• Activity:
Only one stretch of the records below is wanted: the lines from the one holding "0,1977px 0,1985px 22px,1916px" through the one holding "116px,1656px 140px,1615px 155px,1606px". Return it exactly, both ends included.

• Data to examine:
----------

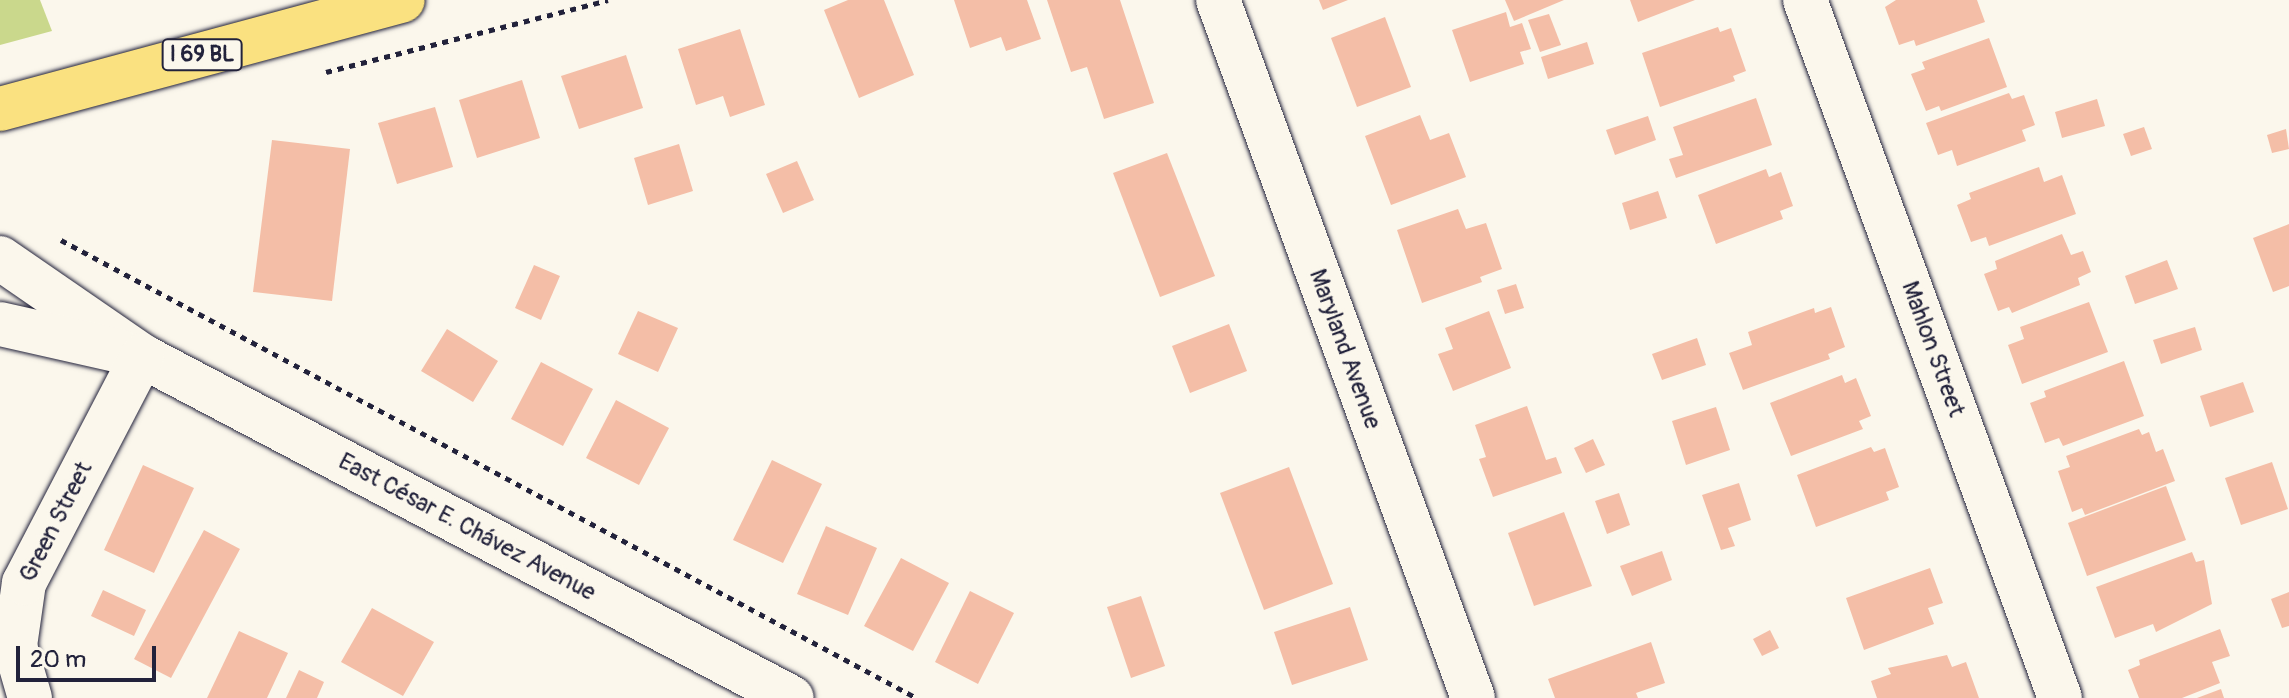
<!DOCTYPE html>
<html>
<head>
<meta charset="utf-8">
<style>
	body { margin:0 }
	#map { position:relative; width:2289px; height:698px; overflow:hidden; background:#fbf7ec; font-family:Pangolin,sans-serif }
	div>[style] { position:absolute }
	.green>* { inset:0; background:#cad88c }
	.building>* { inset:0; background:#f4bea7 }
	.path>* { height:5px; margin-top:-2.5px; transform-origin:0; background:repeating-linear-gradient(90deg,#22223b 0 6px,transparent 0 12px) }
	.roads { filter:drop-shadow(0 0 2px #22223b) drop-shadow(0 0 2px #22223b) }
	.minor>* { height:44px; margin:-22px; padding:0 22px; transform-origin:22px; border-radius:22px; background:#fbf7ec }
	.major>* { height:44px; margin:-22px; padding:0 22px; transform-origin:22px; border-radius:22px; background:#fae180 }
	span { translate:-50% -50%; white-space:nowrap; text-align:center; line-height:1.15; -webkit-text-stroke:7px #fbf7ec; paint-order:stroke }
	.shield-label span { padding:2px 6px; background:#fbf7ec; border:2px solid; border-radius:6px; -webkit-text-stroke-width:0 }
	.shield-label { font-size:22px; color:#22223b; font-weight:700 }
	.street-label { font-size:24px; color:#22223b }
	.scale { position:absolute; left:16px; top:646px; width:140px; height:36px; box-sizing:border-box; border:4px solid #22223b; border-top:0; padding-left:10px; font-size:24px; line-height:28px; white-space:nowrap; color:#22223b; -webkit-text-stroke:6px #fbf7ec; paint-order:stroke }
</style>
</head>
<body>
<div id="map">
	<div class="green">
		<div style="clip-path:polygon(0 0,40px 0,52px 31px,0 45px)"></div>
	</div>
	<div class="building">
		<div style="clip-path:polygon(848px 0,884px 0,914px 75px,859px 98px,824px 10px)"></div>
		<div style="clip-path:polygon(954px 0,1027px 0,1041px 39px,1006px 51px,1001px 37px,970px 48px)"></div>
		<div style="clip-path:polygon(1047px 0,1120px 0,1154px 103px,1104px 119px,1087px 67px,1071px 72px)"></div>
		<div style="clip-path:polygon(1319px 0,1348px 0,1323px 10px)"></div>
		<div style="clip-path:polygon(1505px 0,1564px 0,1514px 21px)"></div>
		<div style="clip-path:polygon(1630px 0,1695px 0,1638px 22px)"></div>
		<div style="clip-path:polygon(1896px 0,1977px 0,1985px 22px,1916px 46px,1914px 40px,1899px 45px,1885px 7px)"></div>
		<div style="clip-path:polygon(1506px 12px,1510px 27px,1522px 23px,1531px 49px,1520px 52px,1524px 64px,1470px 82px,1452px 30px)"></div>
		<div style="clip-path:polygon(1549px 14px,1561px 45px,1540px 52px,1528px 20px)"></div>
		<div style="clip-path:polygon(1385px 17px,1411px 87px,1357px 107px,1331px 38px)"></div>
		<div style="clip-path:polygon(1718px 27px,1720px 32px,1731px 28px,1746px 71px,1733px 76px,1735px 81px,1660px 107px,1642px 53px)"></div>
		<div style="clip-path:polygon(740px 29px,765px 105px,730px 117px,723px 96px,696px 105px,678px 49px)"></div>
		<div style="clip-path:polygon(1989px 38px,2007px 87px,1941px 111px,1939px 106px,1926px 111px,1911px 74px,1925px 69px,1922px 62px)"></div>
		<div style="clip-path:polygon(1587px 42px,1594px 64px,1548px 79px,1541px 57px)"></div>
		<div style="clip-path:polygon(626px 55px,643px 108px,579px 129px,561px 76px)"></div>
		<div style="clip-path:polygon(522px 80px,540px 138px,477px 158px,459px 100px)"></div>
		<div style="clip-path:polygon(2009px 93px,2012px 99px,2024px 95px,2035px 125px,2022px 130px,2026px 141px,1957px 166px,1952px 150px,1938px 155px,1926px 123px)"></div>
		<div style="clip-path:polygon(1756px 98px,1772px 145px,1676px 178px,1669px 159px,1683px 155px,1673px 127px)"></div>
		<div style="clip-path:polygon(2097px 99px,2105px 126px,2062px 138px,2055px 112px)"></div>
		<div style="clip-path:polygon(435px 107px,453px 167px,397px 184px,378px 123px)"></div>
		<div style="clip-path:polygon(1420px 115px,1430px 140px,1449px 133px,1466px 177px,1391px 205px,1365px 136px)"></div>
		<div style="clip-path:polygon(1648px 116px,1656px 140px,1615px 155px,1606px 130px)"></div>
		<div style="clip-path:polygon(2144px 127px,2152px 149px,2131px 156px,2123px 134px)"></div>
		<div style="clip-path:polygon(2286px 129px,2289px 149px,2272px 153px,2267px 135px)"></div>
		<div style="clip-path:polygon(272px 140px,350px 149px,332px 301px,253px 292px)"></div>
		<div style="clip-path:polygon(679px 144px,693px 191px,648px 205px,634px 158px)"></div>
		<div style="clip-path:polygon(1167px 153px,1215px 276px,1160px 297px,1113px 173px)"></div>
		<div style="clip-path:polygon(797px 161px,814px 200px,783px 213px,766px 174px)"></div>
		<div style="clip-path:polygon(2039px 167px,2044px 182px,2062px 175px,2076px 214px,1989px 246px,1986px 237px,1971px 242px,1957px 205px,1971px 199px,1969px 193px)"></div>
		<div style="clip-path:polygon(1766px 169px,1769px 177px,1781px 172px,1793px 206px,1780px 211px,1783px 219px,1716px 244px,1698px 195px)"></div>
		<div style="clip-path:polygon(1658px 191px,1667px 218px,1630px 230px,1622px 203px)"></div>
		<div style="clip-path:polygon(1458px 209px,1466px 229px,1486px 223px,1502px 269px,1480px 277px,1482px 282px,1422px 303px,1397px 230px)"></div>
		<div style="clip-path:polygon(2289px 224px,2289px 286px,2273px 292px,2253px 238px)"></div>
		<div style="clip-path:polygon(2062px 234px,2071px 255px,2083px 251px,2091px 272px,2078px 278px,2080px 285px,2012px 313px,2009px 307px,1998px 311px,1984px 274px,1997px 269px,1995px 261px)"></div>
		<div style="clip-path:polygon(2167px 260px,2178px 289px,2135px 304px,2125px 276px)"></div>
		<div style="clip-path:polygon(534px 265px,560px 276px,541px 320px,515px 308px)"></div>
		<div style="clip-path:polygon(1516px 284px,1524px 308px,1505px 314px,1497px 290px)"></div>
		<div style="clip-path:polygon(2089px 302px,2108px 352px,2022px 384px,2008px 345px,2024px 339px,2020px 327px)"></div>
		<div style="clip-path:polygon(1831px 307px,1845px 347px,1828px 354px,1830px 359px,1743px 390px,1729px 353px,1752px 345px,1748px 332px,1814px 308px,1815px 313px)"></div>
		<div style="clip-path:polygon(638px 311px,678px 328px,658px 372px,618px 354px)"></div>
		<div style="clip-path:polygon(1489px 311px,1511px 368px,1453px 391px,1438px 354px,1453px 349px,1445px 328px)"></div>
		<div style="clip-path:polygon(1229px 324px,1247px 371px,1190px 393px,1172px 346px)"></div>
		<div style="clip-path:polygon(2195px 327px,2202px 350px,2161px 364px,2153px 340px)"></div>
		<div style="clip-path:polygon(447px 329px,498px 361px,473px 402px,421px 371px)"></div>
		<div style="clip-path:polygon(1697px 338px,1706px 365px,1662px 380px,1652px 354px)"></div>
		<div style="clip-path:polygon(2124px 361px,2144px 416px,2063px 446px,2059px 438px,2045px 443px,2030px 403px,2046px 397px,2044px 391px)"></div>
		<div style="clip-path:polygon(541px 362px,593px 389px,563px 446px,511px 419px)"></div>
		<div style="clip-path:polygon(1842px 375px,1845px 383px,1856px 378px,1871px 416px,1859px 421px,1863px 429px,1791px 456px,1770px 403px)"></div>
		<div style="clip-path:polygon(2243px 382px,2254px 412px,2210px 427px,2200px 396px)"></div>
		<div style="clip-path:polygon(616px 400px,669px 428px,639px 485px,586px 458px)"></div>
		<div style="clip-path:polygon(1527px 406px,1546px 460px,1556px 457px,1562px 473px,1493px 497px,1479px 459px,1486px 457px,1475px 425px)"></div>
		<div style="clip-path:polygon(1716px 407px,1730px 450px,1686px 465px,1672px 421px)"></div>
		<div style="clip-path:polygon(2139px 429px,2142px 435px,2149px 432px,2156px 452px,2163px 449px,2175px 481px,2085px 515px,2082px 508px,2072px 512px,2058px 471px,2070px 467px,2066px 456px)"></div>
		<div style="clip-path:polygon(1593px 439px,1605px 465px,1586px 473px,1574px 448px)"></div>
		<div style="clip-path:polygon(1871px 447px,1874px 452px,1885px 448px,1899px 487px,1886px 492px,1889px 500px,1816px 527px,1797px 475px)"></div>
		<div style="clip-path:polygon(772px 460px,822px 484px,783px 563px,733px 540px)"></div>
		<div style="clip-path:polygon(2272px 462px,2288px 509px,2241px 525px,2225px 478px)"></div>
		<div style="clip-path:polygon(143px 465px,194px 488px,154px 573px,104px 550px)"></div>
		<div style="clip-path:polygon(1289px 467px,1333px 584px,1264px 610px,1220px 493px)"></div>
		<div style="clip-path:polygon(1739px 483px,1751px 520px,1728px 528px,1735px 546px,1721px 550px,1702px 495px)"></div>
		<div style="clip-path:polygon(2166px 486px,2186px 540px,2087px 576px,2068px 523px)"></div>
		<div style="clip-path:polygon(1619px 493px,1630px 525px,1607px 534px,1595px 501px)"></div>
		<div style="clip-path:polygon(1564px 512px,1592px 586px,1534px 606px,1508px 533px)"></div>
		<div style="clip-path:polygon(826px 526px,877px 548px,848px 615px,797px 594px)"></div>
		<div style="clip-path:polygon(204px 530px,240px 549px,171px 678px,134px 659px)"></div>
		<div style="clip-path:polygon(1662px 551px,1672px 580px,1632px 596px,1620px 566px)"></div>
		<div style="clip-path:polygon(2192px 552px,2196px 562px,2204px 560px,2212px 604px,2156px 632px,2153px 624px,2115px 638px,2096px 587px)"></div>
		<div style="clip-path:polygon(901px 558px,949px 583px,913px 651px,864px 626px)"></div>
		<div style="clip-path:polygon(1930px 568px,1943px 603px,1928px 608px,1934px 624px,1864px 650px,1846px 598px)"></div>
		<div style="clip-path:polygon(103px 590px,146px 610px,134px 636px,91px 616px)"></div>
		<div style="clip-path:polygon(970px 591px,1014px 613px,978px 684px,935px 662px)"></div>
		<div style="clip-path:polygon(2289px 592px,2289px 626px,2282px 628px,2271px 599px)"></div>
		<div style="clip-path:polygon(1141px 596px,1165px 666px,1131px 678px,1107px 607px)"></div>
		<div style="clip-path:polygon(1350px 607px,1368px 660px,1292px 685px,1274px 632px)"></div>
		<div style="clip-path:polygon(372px 608px,434px 642px,403px 696px,341px 662px)"></div>
		<div style="clip-path:polygon(2220px 629px,2230px 656px,2212px 662px,2220px 683px,2182px 698px,2139px 698px,2128px 670px,2140px 665px,2139px 660px)"></div>
		<div style="clip-path:polygon(1770px 630px,1779px 648px,1762px 656px,1753px 639px)"></div>
		<div style="clip-path:polygon(239px 631px,288px 653px,267px 698px,207px 698px)"></div>
		<div style="clip-path:polygon(1651px 642px,1665px 683px,1636px 693px,1638px 698px,1555px 698px,1548px 679px)"></div>
		<div style="clip-path:polygon(1947px 655px,1952px 667px,1966px 662px,1979px 698px,1877px 698px,1871px 681px,1891px 674px,1888px 668px)"></div>
		<div style="clip-path:polygon(299px 670px,324px 682px,317px 698px,286px 698px)"></div>
		<div style="clip-path:polygon(2221px 689px,2224px 698px,2197px 698px)"></div>
	</div>
	<div class="path">
		<div style="left:326px;top:72px;width:291px;rotate:-14.3deg"></div>
		<div style="left:61px;top:240px;width:971px;rotate:28.15deg"></div>
	</div>
	<div class="roads">
		<div class="minor">
			<div style="left:1218px;top:0;width:743px;rotate:69.93deg"></div>
			<div style="left:1805px;top:0;width:743px;rotate:69.93deg"></div>
			<div style="left:0;top:258px;width:173px;rotate:34.6deg"></div>
			<div style="left:142px;top:356px;width:734px;rotate:27.75deg"></div>
			<div style="left:0;top:324px;width:123px;rotate:12.7deg"></div>
			<div style="left:30px;top:698px;width:54px;rotate:-106.1deg"></div>
			<div style="left:15px;top:646px;width:64px;rotate:-81.9deg"></div>
			<div style="left:24px;top:583px;width:256px;rotate:-62.5deg"></div>
		</div>
		<div class="major">
			<div style="left:0;top:109px;width:417px;rotate:-15.1deg"></div>
		</div>
	</div>
	<div class="shield-label">
		<span style="left:202px;top:55px">I 69 BL</span>
	</div>
	<div class="street-label">
		<span style="left:1345px;top:349px;rotate:70deg">Maryland Avenue</span>
		<span style="left:1933px;top:349px;rotate:70deg">Mahlon Street</span>
		<span style="left:56px;top:522px;rotate:-63deg">Green Street</span>
		<span style="left:467px;top:527px;rotate:28deg">East César E. Chávez Avenue</span>
	</div>
	<div class="scale">20 m</div>
</div>
</body>
</html>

----------

• Task solution:
		<div style="clip-path:polygon(1896px 0,1977px 0,1985px 22px,1916px 46px,1914px 40px,1899px 45px,1885px 7px)"></div>
		<div style="clip-path:polygon(1506px 12px,1510px 27px,1522px 23px,1531px 49px,1520px 52px,1524px 64px,1470px 82px,1452px 30px)"></div>
		<div style="clip-path:polygon(1549px 14px,1561px 45px,1540px 52px,1528px 20px)"></div>
		<div style="clip-path:polygon(1385px 17px,1411px 87px,1357px 107px,1331px 38px)"></div>
		<div style="clip-path:polygon(1718px 27px,1720px 32px,1731px 28px,1746px 71px,1733px 76px,1735px 81px,1660px 107px,1642px 53px)"></div>
		<div style="clip-path:polygon(740px 29px,765px 105px,730px 117px,723px 96px,696px 105px,678px 49px)"></div>
		<div style="clip-path:polygon(1989px 38px,2007px 87px,1941px 111px,1939px 106px,1926px 111px,1911px 74px,1925px 69px,1922px 62px)"></div>
		<div style="clip-path:polygon(1587px 42px,1594px 64px,1548px 79px,1541px 57px)"></div>
		<div style="clip-path:polygon(626px 55px,643px 108px,579px 129px,561px 76px)"></div>
		<div style="clip-path:polygon(522px 80px,540px 138px,477px 158px,459px 100px)"></div>
		<div style="clip-path:polygon(2009px 93px,2012px 99px,2024px 95px,2035px 125px,2022px 130px,2026px 141px,1957px 166px,1952px 150px,1938px 155px,1926px 123px)"></div>
		<div style="clip-path:polygon(1756px 98px,1772px 145px,1676px 178px,1669px 159px,1683px 155px,1673px 127px)"></div>
		<div style="clip-path:polygon(2097px 99px,2105px 126px,2062px 138px,2055px 112px)"></div>
		<div style="clip-path:polygon(435px 107px,453px 167px,397px 184px,378px 123px)"></div>
		<div style="clip-path:polygon(1420px 115px,1430px 140px,1449px 133px,1466px 177px,1391px 205px,1365px 136px)"></div>
		<div style="clip-path:polygon(1648px 116px,1656px 140px,1615px 155px,1606px 130px)"></div>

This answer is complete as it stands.